Student projects
The following Masters/PhD students are currently working on a project (co-)supervised by Andreas Baumann - MA, PhD, Data Analysis Project (DAP) (Uni Wien), or Interdisciplinary Project Data Science (IPDS) (TU Wien) - in the field of Digital Linguistics.
A list of announced/open project topics can be found below as well. Feel free to contact me in case you are interested.
Important information for MA projects (in German): Hinweise zu Abschlussarbeiten in der Digitalen Linguistik
Project announcements
MA-thesis, DAP
Dynamics of polysemy in German
In a recent study (Baumann et al. 2023, EMNLP), we found, based on English diachronic corpus data, that concrete words are more likely to become polysemous than abstract words; a plausible mechanism for this is that concrete words are more likely to yield metaphorical extensions than abstract words.
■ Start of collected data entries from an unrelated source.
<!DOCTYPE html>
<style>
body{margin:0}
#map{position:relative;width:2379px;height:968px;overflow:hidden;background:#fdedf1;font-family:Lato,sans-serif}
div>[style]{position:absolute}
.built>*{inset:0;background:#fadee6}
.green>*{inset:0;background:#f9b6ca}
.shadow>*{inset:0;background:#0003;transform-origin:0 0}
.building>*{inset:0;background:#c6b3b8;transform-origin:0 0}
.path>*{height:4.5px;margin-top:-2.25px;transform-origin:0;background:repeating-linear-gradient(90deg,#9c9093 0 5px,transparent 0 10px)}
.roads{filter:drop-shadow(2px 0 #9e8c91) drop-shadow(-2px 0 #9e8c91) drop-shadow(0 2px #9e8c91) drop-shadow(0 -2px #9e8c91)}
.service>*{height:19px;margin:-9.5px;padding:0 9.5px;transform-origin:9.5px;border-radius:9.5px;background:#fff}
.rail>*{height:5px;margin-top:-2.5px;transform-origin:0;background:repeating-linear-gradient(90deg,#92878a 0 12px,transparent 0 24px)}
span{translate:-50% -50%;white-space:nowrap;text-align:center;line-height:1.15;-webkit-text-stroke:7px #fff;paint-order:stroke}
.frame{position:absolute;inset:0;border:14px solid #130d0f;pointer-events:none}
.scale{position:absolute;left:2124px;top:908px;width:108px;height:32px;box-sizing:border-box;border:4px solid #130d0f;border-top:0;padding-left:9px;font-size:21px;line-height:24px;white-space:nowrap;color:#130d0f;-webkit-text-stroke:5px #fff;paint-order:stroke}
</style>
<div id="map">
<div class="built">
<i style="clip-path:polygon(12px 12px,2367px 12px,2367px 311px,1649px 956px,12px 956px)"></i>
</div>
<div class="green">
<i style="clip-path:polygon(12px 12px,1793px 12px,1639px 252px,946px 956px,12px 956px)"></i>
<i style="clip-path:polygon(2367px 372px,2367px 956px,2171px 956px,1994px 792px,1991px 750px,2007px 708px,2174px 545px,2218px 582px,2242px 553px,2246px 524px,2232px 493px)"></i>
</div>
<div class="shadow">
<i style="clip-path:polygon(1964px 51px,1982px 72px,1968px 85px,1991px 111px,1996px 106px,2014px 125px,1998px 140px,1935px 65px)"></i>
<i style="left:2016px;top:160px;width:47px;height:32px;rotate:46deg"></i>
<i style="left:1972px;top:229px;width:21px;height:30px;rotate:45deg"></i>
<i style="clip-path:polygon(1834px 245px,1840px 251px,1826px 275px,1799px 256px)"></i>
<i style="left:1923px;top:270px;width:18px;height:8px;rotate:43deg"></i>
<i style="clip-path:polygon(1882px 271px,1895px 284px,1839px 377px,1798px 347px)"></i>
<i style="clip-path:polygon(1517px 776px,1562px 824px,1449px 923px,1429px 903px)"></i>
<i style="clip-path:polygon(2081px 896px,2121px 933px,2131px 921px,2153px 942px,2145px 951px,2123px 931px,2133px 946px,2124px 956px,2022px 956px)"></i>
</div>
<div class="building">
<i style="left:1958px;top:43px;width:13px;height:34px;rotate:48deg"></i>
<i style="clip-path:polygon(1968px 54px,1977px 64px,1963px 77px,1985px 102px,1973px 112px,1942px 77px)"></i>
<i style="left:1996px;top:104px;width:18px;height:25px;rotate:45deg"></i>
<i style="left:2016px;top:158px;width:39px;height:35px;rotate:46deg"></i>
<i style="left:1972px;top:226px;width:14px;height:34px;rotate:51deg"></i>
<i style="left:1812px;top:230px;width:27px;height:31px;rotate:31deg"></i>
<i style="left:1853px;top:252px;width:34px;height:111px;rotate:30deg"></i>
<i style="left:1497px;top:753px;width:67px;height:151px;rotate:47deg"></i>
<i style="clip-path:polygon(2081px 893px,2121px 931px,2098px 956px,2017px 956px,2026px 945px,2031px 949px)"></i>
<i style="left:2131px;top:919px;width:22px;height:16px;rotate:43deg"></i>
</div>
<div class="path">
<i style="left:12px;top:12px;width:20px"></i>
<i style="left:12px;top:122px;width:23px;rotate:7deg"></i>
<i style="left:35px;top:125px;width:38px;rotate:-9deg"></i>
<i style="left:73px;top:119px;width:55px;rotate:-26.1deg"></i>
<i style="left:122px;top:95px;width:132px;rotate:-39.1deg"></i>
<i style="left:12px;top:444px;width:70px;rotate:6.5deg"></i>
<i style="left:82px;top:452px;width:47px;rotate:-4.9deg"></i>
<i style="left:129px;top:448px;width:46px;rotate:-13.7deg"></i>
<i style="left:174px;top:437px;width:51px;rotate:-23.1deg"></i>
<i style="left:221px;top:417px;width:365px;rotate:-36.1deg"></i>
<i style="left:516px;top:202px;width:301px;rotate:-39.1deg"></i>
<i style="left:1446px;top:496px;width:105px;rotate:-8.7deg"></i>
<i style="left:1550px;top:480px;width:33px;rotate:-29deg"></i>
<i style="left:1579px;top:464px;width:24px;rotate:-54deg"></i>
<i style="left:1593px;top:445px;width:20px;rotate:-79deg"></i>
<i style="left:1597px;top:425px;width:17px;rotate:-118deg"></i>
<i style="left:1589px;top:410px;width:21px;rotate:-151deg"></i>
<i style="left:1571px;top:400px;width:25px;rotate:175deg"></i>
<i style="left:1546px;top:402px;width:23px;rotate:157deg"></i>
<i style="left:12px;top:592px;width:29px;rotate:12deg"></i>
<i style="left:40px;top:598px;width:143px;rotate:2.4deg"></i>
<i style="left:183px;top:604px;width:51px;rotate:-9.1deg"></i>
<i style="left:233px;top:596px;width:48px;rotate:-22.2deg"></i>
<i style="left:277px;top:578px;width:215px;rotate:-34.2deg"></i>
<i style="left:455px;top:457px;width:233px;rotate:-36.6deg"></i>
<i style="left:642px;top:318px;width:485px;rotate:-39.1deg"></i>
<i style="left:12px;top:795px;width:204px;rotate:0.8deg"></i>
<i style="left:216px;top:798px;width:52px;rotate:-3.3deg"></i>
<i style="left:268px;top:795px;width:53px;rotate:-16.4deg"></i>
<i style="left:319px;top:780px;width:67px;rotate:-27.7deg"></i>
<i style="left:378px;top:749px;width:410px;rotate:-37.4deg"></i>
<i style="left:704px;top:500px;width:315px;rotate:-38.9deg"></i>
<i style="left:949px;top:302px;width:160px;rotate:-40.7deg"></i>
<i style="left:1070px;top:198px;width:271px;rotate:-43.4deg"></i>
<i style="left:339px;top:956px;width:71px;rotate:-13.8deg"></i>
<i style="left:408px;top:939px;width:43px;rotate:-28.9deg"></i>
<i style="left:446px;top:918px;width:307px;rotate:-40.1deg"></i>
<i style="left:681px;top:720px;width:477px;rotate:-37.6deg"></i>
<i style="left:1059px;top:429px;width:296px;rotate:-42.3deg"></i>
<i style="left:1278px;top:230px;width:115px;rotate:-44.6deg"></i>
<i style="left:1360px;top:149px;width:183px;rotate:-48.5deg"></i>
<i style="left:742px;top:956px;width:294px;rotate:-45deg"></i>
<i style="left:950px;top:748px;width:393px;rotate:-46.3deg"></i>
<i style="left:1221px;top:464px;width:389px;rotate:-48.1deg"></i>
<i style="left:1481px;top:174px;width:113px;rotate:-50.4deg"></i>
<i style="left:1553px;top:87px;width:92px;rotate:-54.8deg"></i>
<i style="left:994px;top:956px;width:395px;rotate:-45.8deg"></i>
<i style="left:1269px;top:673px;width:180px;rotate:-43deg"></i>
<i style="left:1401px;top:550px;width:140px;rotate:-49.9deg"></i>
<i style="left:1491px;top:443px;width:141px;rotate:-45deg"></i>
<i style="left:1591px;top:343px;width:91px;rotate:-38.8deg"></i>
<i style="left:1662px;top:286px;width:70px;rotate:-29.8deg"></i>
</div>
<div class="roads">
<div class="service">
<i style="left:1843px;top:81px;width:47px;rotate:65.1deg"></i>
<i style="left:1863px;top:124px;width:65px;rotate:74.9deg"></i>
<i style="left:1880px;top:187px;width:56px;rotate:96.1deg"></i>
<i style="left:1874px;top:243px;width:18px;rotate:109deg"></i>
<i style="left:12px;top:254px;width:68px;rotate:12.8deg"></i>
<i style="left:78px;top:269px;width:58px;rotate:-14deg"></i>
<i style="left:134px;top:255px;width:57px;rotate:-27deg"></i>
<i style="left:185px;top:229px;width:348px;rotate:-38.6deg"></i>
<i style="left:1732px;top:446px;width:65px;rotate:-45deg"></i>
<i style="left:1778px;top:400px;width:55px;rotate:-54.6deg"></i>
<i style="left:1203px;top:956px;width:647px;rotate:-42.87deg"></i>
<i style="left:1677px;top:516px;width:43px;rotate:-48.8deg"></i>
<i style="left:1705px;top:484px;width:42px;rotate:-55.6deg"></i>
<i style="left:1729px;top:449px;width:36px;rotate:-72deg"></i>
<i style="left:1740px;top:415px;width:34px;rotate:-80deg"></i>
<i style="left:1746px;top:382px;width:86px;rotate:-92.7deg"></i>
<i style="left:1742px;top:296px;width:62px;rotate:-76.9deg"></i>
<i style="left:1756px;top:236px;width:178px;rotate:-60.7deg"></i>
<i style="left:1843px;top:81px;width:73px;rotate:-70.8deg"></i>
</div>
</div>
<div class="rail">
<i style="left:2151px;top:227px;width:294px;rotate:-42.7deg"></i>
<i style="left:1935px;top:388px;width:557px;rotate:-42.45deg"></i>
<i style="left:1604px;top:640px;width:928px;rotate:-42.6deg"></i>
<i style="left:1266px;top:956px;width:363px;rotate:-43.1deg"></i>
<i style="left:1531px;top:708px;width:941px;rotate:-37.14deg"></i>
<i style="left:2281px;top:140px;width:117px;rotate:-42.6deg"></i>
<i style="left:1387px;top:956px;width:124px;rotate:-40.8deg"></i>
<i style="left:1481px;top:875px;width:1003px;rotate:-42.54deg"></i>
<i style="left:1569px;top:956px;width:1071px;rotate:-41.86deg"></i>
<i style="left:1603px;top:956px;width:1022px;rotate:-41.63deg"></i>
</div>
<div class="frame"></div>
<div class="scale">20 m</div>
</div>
The goal of this project is to test if the same relationship holds in German. For this, contexts of words will be extracted from DWDS (https://www.dwds.de/d/korpora/kern) for all decades in the 19th and 20th century, and subsequently analyzed via BERT-based sentence embeddings to derive a measure of increase/decrease in polysemy. Finally, this measure will be correlated with lexical concreteness ratings (Charbonnier & Wartena 2020, SWISSTEXT).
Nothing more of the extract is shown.